What you should do: From the entries that follow, copy each line containing the word "Temple".

Records provided:

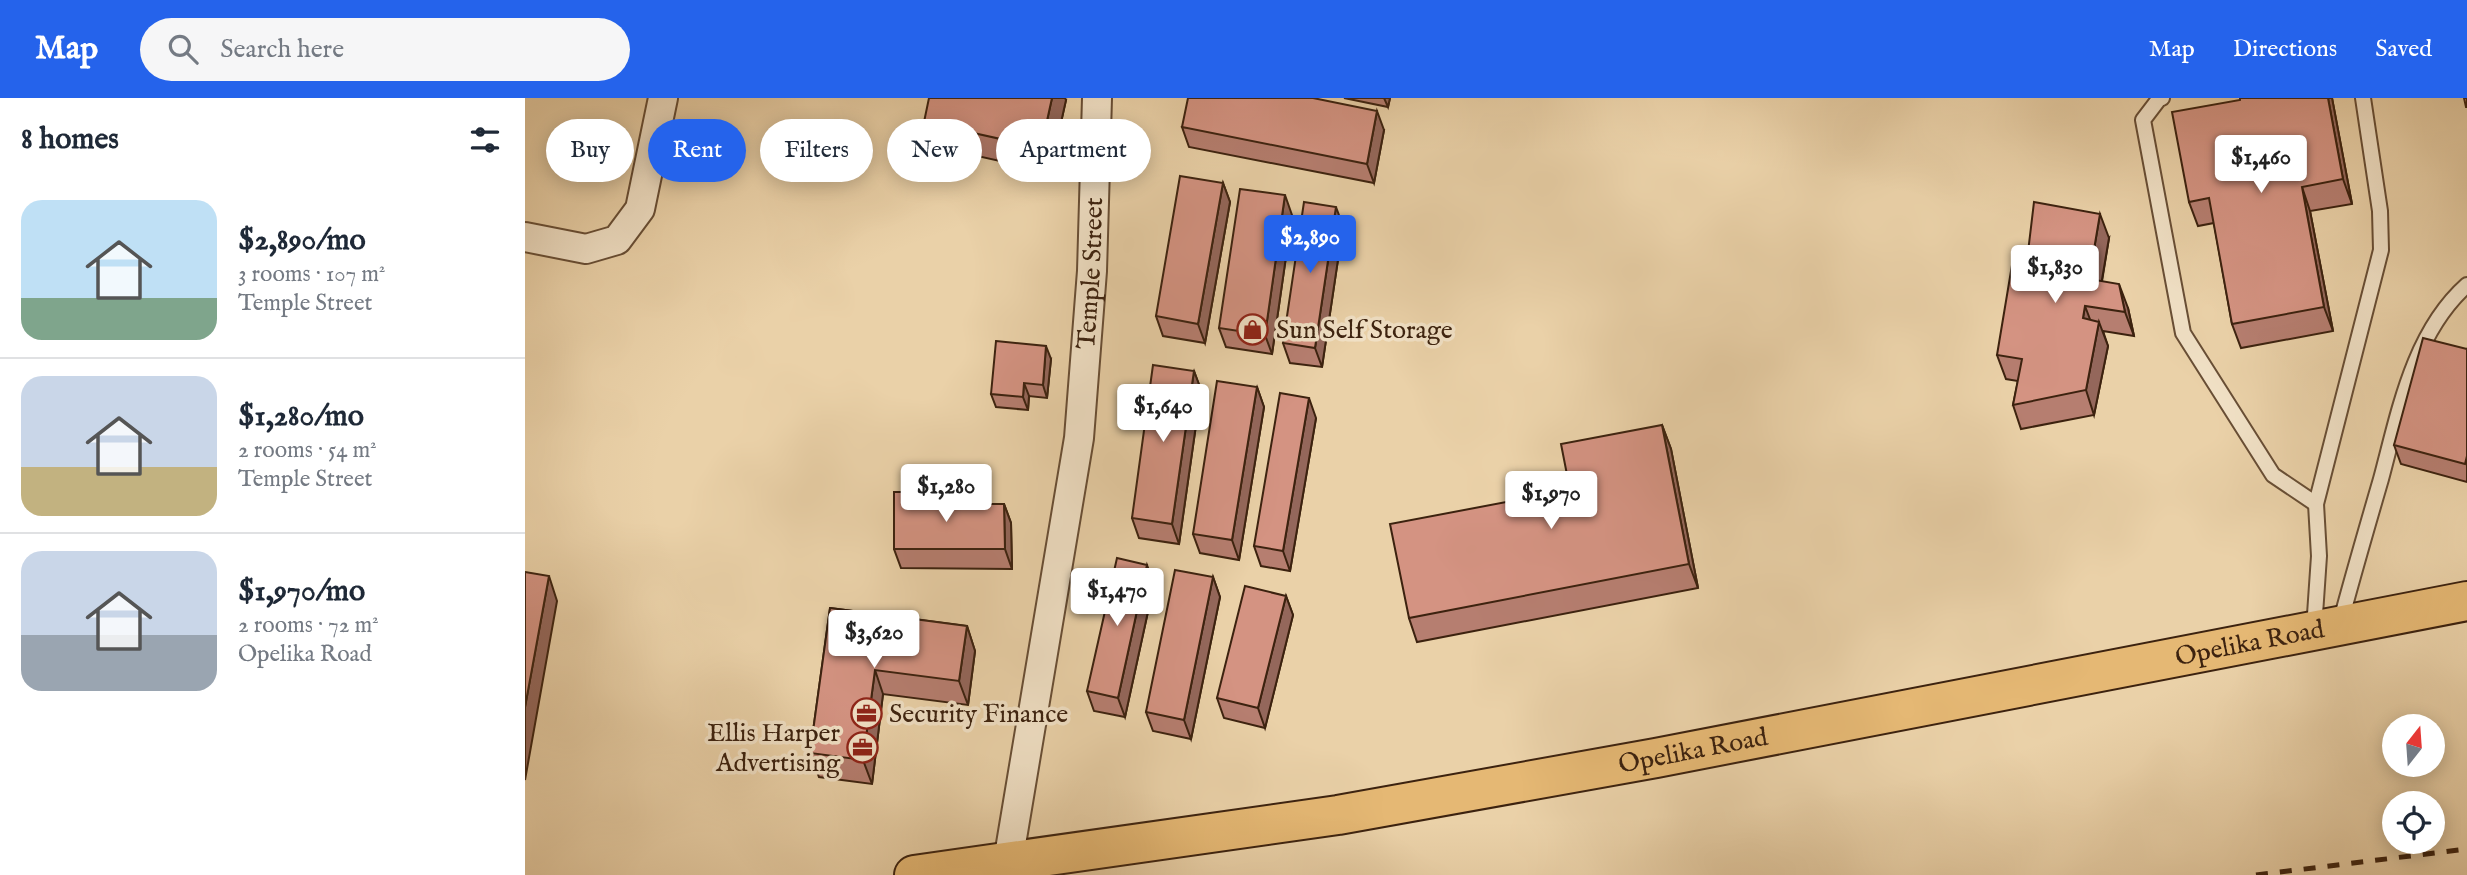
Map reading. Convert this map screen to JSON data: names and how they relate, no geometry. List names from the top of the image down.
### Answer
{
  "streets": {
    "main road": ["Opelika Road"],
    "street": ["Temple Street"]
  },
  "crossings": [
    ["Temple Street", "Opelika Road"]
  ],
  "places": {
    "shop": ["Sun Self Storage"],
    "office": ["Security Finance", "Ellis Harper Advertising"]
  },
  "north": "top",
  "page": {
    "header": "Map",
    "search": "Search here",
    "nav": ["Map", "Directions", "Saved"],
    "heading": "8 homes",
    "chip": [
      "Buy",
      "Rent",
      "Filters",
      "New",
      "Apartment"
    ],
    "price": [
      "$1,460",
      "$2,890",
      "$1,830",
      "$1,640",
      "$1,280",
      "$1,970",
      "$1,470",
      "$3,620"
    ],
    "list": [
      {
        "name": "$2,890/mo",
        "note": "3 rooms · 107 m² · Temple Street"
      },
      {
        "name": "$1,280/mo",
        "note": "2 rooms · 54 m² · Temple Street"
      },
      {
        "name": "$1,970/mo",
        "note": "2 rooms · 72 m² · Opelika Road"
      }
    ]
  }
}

Response area:
    "street": ["Temple Street"]
    ["Temple Street", "Opelika Road"]
        "note": "3 rooms · 107 m² · Temple Street"
        "note": "2 rooms · 54 m² · Temple Street"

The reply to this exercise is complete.